BRUSSELS European Central Bank President Mario Draghi reiterated the bank's vow to keep interest rates at record lows but said it remained to be seen whether the unprecedented move last week would be sufficient.
The ECB's move to give guidance on its expectations for the course of monetary policy was driven by market volatility, which took hold after the U.S. Federal Reserve last month set out a plan to begin slowing its stimulus.
Abandoning its traditional policy of never pre-committing on future rates, the ECB said last Thursday it would keep its interest rates at present or record lows for an extended period - its first, tentative use of so-called 'forward guidance'.
"We'll have to see what the market reaction has been, is and will be to this statement," Draghi told European lawmakers on Monday when asked if the ECB move would be enough, leaving open whether it could do more if the ploy fails to convince markets.
The ECB made the statement in response to turmoil that saw peripheral euro zone sovereign bond yields rise sharply after Fed Chairman Ben Bernanke said on June 19 the U.S. central bank was likely to begin slowing its bond buying later this year.

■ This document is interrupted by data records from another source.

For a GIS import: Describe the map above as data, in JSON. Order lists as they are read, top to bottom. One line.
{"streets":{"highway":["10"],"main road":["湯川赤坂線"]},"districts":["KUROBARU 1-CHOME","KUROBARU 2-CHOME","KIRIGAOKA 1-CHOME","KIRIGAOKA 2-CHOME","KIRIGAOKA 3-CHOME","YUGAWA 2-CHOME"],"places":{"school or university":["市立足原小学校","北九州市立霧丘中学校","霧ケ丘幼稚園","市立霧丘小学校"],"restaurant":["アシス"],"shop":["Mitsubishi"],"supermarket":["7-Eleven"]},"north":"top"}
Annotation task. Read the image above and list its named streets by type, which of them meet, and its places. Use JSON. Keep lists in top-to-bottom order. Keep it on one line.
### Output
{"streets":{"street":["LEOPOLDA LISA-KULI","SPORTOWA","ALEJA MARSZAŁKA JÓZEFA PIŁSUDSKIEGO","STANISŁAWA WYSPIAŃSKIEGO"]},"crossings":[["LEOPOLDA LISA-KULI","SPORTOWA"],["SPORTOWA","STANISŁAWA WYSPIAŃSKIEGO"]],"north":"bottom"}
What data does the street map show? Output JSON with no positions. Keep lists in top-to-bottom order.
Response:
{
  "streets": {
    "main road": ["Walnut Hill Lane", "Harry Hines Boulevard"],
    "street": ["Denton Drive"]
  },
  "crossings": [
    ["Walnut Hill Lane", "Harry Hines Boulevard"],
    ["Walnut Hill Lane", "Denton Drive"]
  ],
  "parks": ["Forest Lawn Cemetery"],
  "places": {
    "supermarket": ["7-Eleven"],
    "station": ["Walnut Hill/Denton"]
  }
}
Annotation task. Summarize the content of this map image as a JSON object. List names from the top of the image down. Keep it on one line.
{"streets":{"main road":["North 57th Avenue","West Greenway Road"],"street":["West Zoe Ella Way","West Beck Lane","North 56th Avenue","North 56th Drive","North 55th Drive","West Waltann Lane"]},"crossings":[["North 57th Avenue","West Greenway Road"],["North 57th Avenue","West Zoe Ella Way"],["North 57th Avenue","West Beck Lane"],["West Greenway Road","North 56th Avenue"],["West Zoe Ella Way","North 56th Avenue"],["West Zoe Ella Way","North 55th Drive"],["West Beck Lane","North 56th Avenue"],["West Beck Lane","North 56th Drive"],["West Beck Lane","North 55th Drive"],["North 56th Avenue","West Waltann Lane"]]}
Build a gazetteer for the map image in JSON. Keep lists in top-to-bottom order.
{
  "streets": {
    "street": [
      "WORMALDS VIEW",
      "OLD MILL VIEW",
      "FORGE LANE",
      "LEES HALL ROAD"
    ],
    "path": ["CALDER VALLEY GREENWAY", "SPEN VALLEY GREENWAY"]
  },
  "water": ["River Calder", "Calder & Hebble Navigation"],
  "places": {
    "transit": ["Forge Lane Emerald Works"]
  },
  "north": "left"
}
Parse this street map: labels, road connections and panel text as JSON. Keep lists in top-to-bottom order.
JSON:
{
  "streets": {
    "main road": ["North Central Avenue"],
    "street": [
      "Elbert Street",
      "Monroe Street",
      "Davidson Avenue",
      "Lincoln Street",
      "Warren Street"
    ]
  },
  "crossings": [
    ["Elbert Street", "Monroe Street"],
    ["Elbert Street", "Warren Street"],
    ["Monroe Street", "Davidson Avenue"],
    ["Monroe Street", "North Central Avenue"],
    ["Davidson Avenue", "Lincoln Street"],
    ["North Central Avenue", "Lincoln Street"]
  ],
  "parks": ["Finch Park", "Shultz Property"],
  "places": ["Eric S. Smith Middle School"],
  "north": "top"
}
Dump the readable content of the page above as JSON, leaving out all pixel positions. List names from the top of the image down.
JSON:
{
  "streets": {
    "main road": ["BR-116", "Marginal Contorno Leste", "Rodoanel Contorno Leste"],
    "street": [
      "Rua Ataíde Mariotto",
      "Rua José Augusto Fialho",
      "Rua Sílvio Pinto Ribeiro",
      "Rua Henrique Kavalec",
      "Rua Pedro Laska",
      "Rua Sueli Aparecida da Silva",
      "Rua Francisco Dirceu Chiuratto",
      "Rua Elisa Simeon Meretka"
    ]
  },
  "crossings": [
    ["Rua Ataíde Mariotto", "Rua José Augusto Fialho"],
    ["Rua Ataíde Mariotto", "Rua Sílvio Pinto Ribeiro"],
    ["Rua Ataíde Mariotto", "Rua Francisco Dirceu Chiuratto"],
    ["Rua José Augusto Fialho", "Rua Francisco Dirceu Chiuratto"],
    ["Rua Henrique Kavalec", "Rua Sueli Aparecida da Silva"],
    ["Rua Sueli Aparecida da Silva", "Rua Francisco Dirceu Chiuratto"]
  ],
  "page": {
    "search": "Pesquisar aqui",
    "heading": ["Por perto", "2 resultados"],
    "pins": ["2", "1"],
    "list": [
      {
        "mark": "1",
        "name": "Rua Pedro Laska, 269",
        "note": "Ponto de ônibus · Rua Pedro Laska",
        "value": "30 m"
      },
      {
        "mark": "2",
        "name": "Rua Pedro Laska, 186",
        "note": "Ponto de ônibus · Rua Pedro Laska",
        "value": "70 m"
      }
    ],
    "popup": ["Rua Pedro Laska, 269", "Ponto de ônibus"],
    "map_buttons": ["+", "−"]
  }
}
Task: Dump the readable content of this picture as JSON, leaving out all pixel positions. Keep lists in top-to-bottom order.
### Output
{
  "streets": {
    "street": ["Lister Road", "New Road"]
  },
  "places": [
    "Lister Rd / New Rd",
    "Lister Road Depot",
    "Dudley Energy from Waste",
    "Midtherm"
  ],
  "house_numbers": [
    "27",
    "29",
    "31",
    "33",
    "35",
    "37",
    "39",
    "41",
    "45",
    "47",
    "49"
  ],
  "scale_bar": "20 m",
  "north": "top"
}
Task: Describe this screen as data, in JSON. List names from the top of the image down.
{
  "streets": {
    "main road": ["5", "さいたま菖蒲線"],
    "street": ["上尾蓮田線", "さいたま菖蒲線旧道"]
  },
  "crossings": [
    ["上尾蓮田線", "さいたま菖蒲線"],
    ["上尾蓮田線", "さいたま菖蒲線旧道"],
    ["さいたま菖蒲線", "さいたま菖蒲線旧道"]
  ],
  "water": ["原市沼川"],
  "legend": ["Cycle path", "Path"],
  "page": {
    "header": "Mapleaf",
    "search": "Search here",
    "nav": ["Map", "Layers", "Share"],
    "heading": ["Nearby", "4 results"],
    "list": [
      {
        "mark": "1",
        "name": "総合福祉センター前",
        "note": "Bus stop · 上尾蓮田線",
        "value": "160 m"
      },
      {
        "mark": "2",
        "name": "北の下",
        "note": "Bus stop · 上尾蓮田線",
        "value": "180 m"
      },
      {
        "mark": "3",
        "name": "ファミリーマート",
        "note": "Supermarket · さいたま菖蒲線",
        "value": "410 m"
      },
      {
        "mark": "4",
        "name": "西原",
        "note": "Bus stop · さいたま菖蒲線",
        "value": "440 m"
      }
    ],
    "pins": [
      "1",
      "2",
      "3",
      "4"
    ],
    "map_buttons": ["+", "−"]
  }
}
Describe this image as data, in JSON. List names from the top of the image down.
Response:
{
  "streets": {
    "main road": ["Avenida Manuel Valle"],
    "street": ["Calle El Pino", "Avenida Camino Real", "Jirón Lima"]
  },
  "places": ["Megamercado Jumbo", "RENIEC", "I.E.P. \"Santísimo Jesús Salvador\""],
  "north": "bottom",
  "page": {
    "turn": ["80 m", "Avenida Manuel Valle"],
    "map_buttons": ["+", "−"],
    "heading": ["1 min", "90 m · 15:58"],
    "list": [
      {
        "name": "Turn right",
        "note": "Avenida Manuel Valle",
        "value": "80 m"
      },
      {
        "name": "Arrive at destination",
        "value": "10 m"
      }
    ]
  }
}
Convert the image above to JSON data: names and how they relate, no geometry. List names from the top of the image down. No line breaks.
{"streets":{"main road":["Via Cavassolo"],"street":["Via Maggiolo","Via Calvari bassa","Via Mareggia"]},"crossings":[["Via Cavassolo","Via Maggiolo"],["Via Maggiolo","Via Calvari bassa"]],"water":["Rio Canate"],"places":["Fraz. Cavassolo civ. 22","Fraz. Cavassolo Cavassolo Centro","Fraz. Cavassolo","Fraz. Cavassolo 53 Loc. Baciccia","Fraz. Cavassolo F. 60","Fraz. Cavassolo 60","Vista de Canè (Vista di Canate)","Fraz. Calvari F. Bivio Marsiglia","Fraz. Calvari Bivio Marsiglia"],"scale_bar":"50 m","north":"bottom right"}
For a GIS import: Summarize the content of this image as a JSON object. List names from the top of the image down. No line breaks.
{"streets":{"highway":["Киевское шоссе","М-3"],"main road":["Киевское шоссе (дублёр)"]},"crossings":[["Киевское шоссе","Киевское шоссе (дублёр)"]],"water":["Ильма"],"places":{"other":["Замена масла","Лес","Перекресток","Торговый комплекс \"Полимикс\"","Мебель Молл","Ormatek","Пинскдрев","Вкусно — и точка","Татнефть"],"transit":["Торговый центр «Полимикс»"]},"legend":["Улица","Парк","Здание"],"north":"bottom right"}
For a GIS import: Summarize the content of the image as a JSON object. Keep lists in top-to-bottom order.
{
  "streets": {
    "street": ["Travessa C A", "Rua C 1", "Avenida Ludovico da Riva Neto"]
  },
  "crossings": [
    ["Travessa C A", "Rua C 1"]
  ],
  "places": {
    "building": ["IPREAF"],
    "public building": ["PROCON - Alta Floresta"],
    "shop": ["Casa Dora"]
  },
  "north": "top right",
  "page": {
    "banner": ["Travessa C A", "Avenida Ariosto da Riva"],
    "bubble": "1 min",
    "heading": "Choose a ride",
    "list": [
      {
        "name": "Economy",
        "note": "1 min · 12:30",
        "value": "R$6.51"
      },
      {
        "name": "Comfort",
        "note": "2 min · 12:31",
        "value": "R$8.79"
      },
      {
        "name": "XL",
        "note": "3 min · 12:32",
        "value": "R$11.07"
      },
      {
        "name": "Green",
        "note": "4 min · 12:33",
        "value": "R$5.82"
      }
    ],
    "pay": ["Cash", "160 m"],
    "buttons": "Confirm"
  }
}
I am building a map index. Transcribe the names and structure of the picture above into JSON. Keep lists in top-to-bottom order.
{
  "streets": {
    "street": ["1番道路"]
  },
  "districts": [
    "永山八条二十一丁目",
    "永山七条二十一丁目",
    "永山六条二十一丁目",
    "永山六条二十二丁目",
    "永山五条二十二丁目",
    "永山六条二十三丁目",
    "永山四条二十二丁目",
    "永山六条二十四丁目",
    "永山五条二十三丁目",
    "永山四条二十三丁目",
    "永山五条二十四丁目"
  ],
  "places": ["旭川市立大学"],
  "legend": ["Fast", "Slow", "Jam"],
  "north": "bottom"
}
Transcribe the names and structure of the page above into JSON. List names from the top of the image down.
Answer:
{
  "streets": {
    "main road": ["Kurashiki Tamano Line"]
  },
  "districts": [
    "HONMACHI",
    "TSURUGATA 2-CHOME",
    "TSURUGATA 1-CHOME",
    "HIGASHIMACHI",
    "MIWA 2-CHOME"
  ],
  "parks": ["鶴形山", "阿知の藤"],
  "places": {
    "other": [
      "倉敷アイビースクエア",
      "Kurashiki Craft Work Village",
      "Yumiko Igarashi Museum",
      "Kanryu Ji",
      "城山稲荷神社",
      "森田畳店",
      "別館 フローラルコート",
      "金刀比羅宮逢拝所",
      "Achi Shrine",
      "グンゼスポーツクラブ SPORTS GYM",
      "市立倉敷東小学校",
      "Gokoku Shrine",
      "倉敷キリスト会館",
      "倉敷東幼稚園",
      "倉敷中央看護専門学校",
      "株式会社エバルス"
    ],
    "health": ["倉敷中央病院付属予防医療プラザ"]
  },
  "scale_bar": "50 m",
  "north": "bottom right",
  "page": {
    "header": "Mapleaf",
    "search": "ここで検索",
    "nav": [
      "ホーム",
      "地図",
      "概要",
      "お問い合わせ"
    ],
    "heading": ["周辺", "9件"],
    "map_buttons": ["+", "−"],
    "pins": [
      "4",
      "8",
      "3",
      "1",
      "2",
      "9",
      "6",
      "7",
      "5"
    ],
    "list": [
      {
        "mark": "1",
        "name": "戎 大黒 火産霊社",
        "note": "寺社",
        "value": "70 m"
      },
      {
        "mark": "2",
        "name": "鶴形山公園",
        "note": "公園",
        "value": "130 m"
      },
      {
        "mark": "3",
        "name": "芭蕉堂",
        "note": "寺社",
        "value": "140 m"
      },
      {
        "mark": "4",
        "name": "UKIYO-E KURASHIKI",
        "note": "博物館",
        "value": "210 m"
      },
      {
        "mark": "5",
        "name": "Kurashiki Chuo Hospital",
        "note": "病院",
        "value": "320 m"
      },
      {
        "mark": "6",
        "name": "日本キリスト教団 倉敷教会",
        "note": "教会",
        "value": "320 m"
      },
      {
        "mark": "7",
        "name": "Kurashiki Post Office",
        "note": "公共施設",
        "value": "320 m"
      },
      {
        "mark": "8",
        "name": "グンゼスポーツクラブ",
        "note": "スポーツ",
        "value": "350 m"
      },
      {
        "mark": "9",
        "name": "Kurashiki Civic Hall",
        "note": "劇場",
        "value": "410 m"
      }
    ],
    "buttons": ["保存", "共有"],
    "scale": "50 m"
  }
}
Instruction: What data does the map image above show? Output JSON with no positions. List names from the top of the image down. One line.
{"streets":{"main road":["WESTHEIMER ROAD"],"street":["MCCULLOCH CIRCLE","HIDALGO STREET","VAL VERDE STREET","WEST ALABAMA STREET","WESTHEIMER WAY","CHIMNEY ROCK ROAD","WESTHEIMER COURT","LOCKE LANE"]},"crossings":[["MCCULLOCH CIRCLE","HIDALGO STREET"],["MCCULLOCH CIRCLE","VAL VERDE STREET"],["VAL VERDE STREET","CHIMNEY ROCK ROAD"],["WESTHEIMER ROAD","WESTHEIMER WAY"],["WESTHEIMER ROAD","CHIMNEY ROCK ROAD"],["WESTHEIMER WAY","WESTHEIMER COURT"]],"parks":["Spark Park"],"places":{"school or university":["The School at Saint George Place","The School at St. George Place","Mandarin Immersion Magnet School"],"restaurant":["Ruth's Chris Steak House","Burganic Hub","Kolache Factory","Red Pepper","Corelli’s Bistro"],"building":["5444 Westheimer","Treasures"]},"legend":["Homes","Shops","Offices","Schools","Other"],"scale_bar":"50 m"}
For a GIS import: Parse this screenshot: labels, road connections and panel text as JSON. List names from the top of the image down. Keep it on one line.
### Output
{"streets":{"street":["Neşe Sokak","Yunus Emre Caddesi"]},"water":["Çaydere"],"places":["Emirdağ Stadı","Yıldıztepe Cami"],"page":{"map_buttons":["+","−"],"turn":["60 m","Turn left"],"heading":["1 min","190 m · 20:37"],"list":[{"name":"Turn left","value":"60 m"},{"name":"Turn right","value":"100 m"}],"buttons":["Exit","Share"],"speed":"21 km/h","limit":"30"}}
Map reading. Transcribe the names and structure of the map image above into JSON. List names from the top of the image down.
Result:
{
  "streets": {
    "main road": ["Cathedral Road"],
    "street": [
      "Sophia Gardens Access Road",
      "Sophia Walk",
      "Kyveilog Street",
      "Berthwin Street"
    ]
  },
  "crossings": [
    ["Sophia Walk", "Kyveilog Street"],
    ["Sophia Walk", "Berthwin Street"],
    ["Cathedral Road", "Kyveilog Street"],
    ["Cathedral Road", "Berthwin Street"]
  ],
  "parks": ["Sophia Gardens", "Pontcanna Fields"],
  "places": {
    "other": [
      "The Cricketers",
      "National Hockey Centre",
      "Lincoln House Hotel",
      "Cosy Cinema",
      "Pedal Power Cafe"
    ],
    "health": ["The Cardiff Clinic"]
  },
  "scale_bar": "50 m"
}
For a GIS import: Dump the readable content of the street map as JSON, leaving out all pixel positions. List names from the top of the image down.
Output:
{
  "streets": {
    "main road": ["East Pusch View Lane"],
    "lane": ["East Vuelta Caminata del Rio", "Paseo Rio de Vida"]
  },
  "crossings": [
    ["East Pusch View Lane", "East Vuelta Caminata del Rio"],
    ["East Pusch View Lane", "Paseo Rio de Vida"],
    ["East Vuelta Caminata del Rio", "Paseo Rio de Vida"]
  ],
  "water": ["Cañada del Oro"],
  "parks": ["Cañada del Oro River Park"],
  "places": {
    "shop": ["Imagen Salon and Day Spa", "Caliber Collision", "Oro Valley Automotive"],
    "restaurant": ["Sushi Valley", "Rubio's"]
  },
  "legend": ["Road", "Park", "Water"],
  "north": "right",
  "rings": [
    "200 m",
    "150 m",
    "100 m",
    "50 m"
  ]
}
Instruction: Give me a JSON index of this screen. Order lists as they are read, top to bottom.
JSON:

Describing last week's policy statement as sharpening the ECB's communication, Draghi reiterated the Governing Council's view that it "expects the key ECB interest rates to remain at present or lower levels for an extended period of time."
Analysts are unsure how long an "extended period" is and Draghi refused to get drawn into that discussion on Thursday.
The ECB's steer is more flimsy than the guidance offered by the Federal Reserve or even the Bank of England, which suggested last Thursday it could give more detailed guidance on monetary policy as soon as next month. (ID:nL5N0FA1PR]
Aside from calling time on its quantitative easing program, the Fed has promised to keep its main interest rate near zero at least until the unemployment rate falls to 6.5 percent and as long as inflation stays below 2.5 percent.
Peppered with questions on last week's ECB statement, Draghi said in another reply that rates would remain at present or lower levels "for the foreseeable future."
He later added: "The exit from our monetary policy stance being accommodative is distant."
The ECB left its main interest rate at a record low of 0.5 percent last Thursday but Draghi said the 23-man Governing Council discussed a cut.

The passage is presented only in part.